One person’s gain often comes at the expense of another person’s loss.
Recently, the Town of Kearny’s accepted offer for the First Lutheran Church on Oakwood Avenue was made public. Both The Observer and The Jersey Journal published the news in celebratory fashion, announcing the town’s plans to turn the old church into an arts and recreational center.
Not everyone was celebrating this news, however. As a result of the closure of the First Lutheran Church and the acquisition of the property by the town, three families and a church of about 80 people need to relocate.
As the pastor of the church that has rented space in the church building for over three years, I was particularly disappointed with the news. Our growing congregation was excited about the prospect of remaining in the facilities and expanding our community involvement. We had a vision for a Portuguese-speaking outreach, an after-school program and ways to serve those in need.
Once we received word from the synod about the potential to purchase, our church got to work: we made the matter an item of regular prayer, we produced a video and website for fundraising, we printed a thousand postcards to raise awareness and we lined up meetings with potential donors.
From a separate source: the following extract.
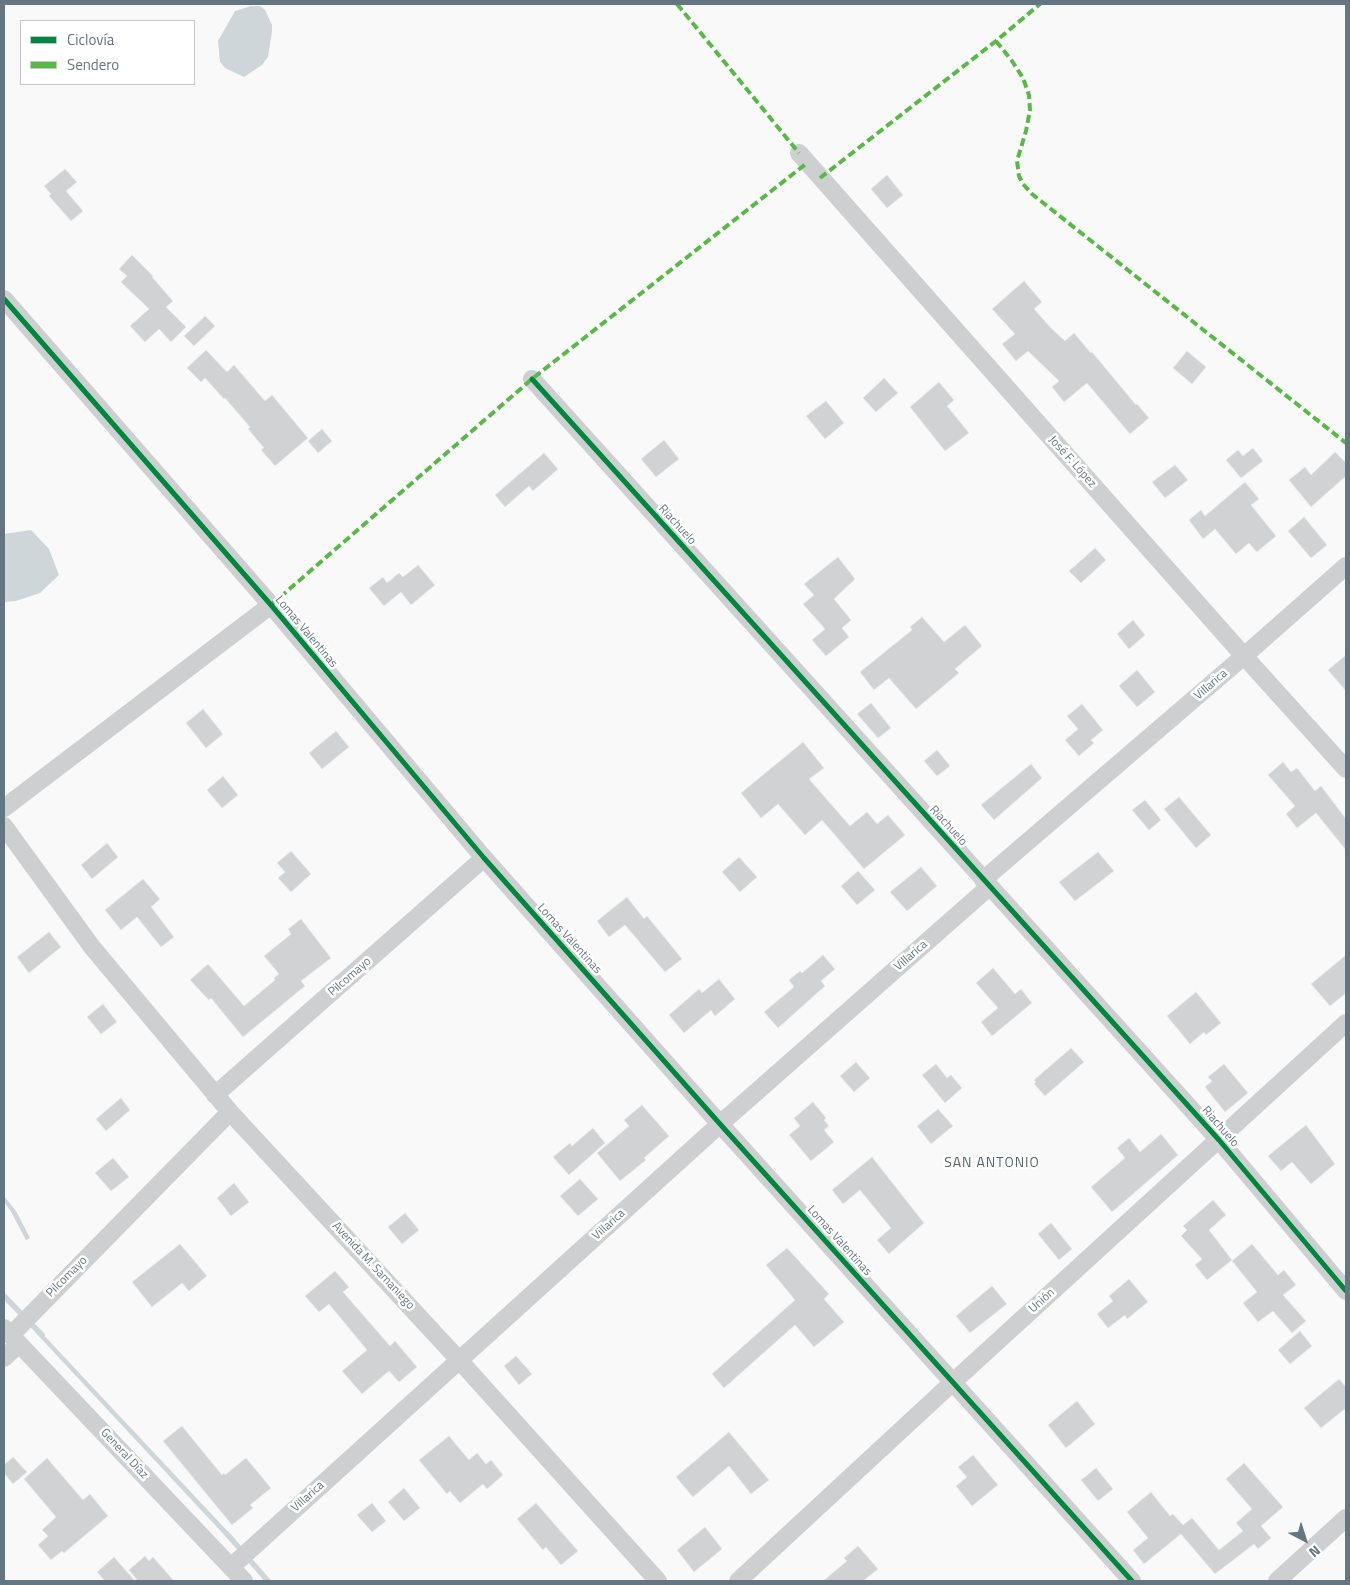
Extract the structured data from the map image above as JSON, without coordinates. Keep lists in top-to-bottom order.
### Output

The owner assured us they would prefer the property remain a church.
We had only begun the process of raising support when I received a 60-day notice.
I agree with Mayor (Alberto G.) Santos’s observation regarding the unique aspects of the building — it “literally cries out for historical preservation” — but, what I would have rather preserved was the original intent for these facilities: a church where the Gospel is preached, the Bible is taught, prayers are offered and the love of Christ is communicated. Our mission seemed to be more in line with what the architect and the founding congregation would have desired.
All of us can resonate with the experience of disappointment: closed doors, unexpected detours, lost dreams. In this fallen world, such circumstances are normal. People will let us down. It’s okay to grieve. However, the way we process disappointment makes the difference in our attitude, our relationships and our hope for the future.
For months, I had been taking my church through a sermon series on the Book of Acts, which explores the early Christian church’s rapid spread amid persecution. One of the major takeaways from the series was our need to be adaptable to wherever God takes us. The only way to really be adaptable to our circumstances is to recognize God is sovereign and God is good. If these things are true about God, then we can have peace that all things — even disappointing things — are ultimately what is best.
Does that mean we can make sense of everything? No, but as one pastor recently told me, “God’s will is exactly what we would choose if we knew what he knows. I don’t have to figure it all out, but I can trust the one who holds our future in his hands.”
This next phase in our church’s life is an opportunity for me to practice what I preach. Christ’s church is not confined to any one building. Our hope is not in brick and mortar but in “the God who raises the dead.” Therefore, by faith, I can let go of any bitterness and trust God for where he may lead us next. I can truly and sincerely wish the Town of Kearny much success with their new arts and rec center.
I pray that all who read this will be encouraged to embrace disappointments as opportunities to trust in the One who is always good and orders all things according to his perfect will. In doing so, I pray you find peace and joy.
The author, Damien Garofalo, is the pastor of Bread of Life Fellowship of Kearny.